Three alumni of Kids Unlimited Academy and recent graduates of St. Mary’s School all are college-bound.

Jessica Cruz, Katherine Mejia and Trystin Shane Vannatta each attended St. Mary’s on a full four-year scholarship coordinated between the Medford secondary school and KUA. The program, instituted in 2019, is the only direct collaboration of its kind between St. Mary’s and another school, said Bethany Brown, St. Mary’s director of advancement.

The partnership between St. Mary’s and KUA began over 15 years ago when St. Mary’s students volunteered to read to and mentor at-risk KUA students. Because of this unique relationship, supporters of both schools came together to completely fund four scholarships for qualified KUA 8th graders to attend St. Mary’s for four years of high school, said Brown.
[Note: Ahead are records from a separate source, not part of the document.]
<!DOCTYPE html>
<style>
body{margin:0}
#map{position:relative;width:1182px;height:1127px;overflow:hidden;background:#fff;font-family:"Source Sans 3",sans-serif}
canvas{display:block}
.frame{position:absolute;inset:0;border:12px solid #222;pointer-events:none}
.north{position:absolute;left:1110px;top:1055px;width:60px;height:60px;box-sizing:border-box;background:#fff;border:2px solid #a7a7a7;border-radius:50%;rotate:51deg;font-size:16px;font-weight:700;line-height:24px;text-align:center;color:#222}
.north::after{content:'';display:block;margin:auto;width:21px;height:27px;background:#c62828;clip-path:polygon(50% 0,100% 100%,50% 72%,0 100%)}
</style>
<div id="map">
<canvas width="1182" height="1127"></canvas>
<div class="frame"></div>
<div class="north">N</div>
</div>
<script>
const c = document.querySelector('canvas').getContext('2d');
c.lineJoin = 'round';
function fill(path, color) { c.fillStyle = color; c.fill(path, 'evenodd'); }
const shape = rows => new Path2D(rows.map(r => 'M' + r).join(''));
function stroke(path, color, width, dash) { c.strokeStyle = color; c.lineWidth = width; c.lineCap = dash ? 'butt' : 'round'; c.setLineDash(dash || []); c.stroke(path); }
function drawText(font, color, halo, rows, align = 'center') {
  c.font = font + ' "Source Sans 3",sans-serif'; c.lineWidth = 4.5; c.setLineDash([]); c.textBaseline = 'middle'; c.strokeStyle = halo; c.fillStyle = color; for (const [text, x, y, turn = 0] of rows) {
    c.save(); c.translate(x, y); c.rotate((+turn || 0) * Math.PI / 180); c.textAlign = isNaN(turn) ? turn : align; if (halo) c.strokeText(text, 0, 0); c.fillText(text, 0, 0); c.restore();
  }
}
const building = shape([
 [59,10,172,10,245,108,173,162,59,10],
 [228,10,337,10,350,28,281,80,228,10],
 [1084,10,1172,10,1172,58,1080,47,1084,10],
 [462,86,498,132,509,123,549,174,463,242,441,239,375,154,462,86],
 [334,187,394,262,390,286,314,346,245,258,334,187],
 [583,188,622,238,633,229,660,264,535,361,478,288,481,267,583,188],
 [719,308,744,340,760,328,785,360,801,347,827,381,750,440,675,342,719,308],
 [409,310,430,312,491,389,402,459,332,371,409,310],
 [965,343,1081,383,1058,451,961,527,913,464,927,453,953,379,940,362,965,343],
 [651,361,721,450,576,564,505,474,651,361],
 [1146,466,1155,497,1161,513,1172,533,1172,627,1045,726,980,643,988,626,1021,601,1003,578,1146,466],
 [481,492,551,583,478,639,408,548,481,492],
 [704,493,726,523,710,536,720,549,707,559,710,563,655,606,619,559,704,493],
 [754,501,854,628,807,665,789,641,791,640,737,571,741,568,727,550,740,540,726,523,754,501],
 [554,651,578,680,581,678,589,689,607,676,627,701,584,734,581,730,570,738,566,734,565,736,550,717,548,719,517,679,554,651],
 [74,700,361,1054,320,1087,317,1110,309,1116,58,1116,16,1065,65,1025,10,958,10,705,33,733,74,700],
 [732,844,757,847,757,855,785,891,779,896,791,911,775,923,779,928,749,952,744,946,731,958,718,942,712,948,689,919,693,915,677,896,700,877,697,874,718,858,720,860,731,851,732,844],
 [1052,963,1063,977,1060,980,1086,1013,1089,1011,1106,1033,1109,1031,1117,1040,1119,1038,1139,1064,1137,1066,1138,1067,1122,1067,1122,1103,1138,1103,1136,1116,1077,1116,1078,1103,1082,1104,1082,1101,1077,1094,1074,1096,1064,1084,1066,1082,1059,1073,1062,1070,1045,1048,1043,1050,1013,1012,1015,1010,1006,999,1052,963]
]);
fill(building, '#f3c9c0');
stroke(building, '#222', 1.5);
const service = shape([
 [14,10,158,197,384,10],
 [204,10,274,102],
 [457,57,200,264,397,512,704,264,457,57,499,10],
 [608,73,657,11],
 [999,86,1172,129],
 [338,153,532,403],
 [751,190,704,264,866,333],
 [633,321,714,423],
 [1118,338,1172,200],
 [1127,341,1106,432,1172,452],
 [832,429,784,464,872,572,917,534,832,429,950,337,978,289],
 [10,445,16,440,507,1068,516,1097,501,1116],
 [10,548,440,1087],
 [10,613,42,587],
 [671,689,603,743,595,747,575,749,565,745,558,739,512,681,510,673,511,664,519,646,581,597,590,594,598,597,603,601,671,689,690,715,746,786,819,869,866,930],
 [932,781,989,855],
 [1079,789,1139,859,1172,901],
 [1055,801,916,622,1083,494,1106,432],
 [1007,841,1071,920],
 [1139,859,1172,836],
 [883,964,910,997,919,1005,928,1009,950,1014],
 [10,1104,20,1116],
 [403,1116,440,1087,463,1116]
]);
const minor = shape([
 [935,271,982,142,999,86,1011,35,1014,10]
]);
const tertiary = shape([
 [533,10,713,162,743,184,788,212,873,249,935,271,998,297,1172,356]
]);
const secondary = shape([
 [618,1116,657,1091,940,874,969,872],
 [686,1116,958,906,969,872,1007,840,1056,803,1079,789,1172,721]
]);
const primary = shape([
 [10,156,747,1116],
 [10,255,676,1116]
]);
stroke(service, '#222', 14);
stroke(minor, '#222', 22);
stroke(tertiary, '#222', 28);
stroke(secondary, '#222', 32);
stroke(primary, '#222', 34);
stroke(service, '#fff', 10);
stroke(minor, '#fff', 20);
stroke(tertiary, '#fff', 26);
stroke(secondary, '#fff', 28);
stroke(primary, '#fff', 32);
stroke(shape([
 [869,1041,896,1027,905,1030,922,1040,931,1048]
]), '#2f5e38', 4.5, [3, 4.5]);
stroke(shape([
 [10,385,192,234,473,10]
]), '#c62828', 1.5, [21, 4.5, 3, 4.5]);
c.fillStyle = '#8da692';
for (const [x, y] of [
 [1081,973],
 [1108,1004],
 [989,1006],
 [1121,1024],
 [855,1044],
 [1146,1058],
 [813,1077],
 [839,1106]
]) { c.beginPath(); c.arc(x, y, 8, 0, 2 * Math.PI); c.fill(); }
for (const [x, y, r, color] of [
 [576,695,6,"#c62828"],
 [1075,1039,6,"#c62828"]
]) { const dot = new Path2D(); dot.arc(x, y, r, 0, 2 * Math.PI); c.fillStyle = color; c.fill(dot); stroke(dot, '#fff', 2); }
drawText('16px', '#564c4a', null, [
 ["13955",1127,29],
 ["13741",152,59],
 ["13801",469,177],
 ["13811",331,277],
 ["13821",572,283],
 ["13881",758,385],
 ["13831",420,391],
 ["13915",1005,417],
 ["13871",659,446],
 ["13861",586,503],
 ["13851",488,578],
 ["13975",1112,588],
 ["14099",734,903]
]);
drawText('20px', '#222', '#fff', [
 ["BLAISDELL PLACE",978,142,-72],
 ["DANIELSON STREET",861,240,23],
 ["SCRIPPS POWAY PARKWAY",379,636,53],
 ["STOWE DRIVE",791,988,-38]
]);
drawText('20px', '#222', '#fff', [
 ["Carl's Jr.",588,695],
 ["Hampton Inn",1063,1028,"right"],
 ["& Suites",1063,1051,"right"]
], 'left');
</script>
KUA identifies their best and brightest students and encourages them to apply for the St. Mary’s Scholarship. St. Mary’s conducts the interviews and selects students who will enhance its community and benefit from its education.

Recipients of the scholarship receive four years of tuition including all academic fees, sports fees, textbooks, daily lunch and a Google Chromebook. Representatives of both schools say that a St. Mary’s education would be unattainable for recipient students without the generosity of donors funding this scholarship

Cruz, Mejia and Vannatta shared their future plans and reminisced about their time at KUA:

Jessica Cruz, who attended KUA from third through eighth grades, said she will attend Drexel University in Philadelphia. About being a KUA student, she said she loved the range of opportunities available and her most memorable moment at KUA was the eighth-grade trip to Six Flags amusement park.

Jessica Cruz, right, poses with Katherine Mejia, left.

Katherine Mejia, who attended KUA from fifth through eighth grades, said she is going to Fordham University in New York with plans to study international relations, pre-law. Recalling “field day” as her most memorable KUA moment, she said. “I loved the close knit family and the connections I made.”

Trystin Shane Vannatta, who attended KUA in third grade, said he is planning a college major in psychology. What did he love about being a KUA student? “It was like a soft introduction to everything I would eventually have to get used to. It allowed me to get to where I am today.”

And his most memorable KUA moments? “I went through so much there — it’s hard. All my goods and bads as a kid were primarily experienced there.” But he said if he had to choose one memory, it would be how the teachers at KUA truly connected with him and treated him like an individual from early on.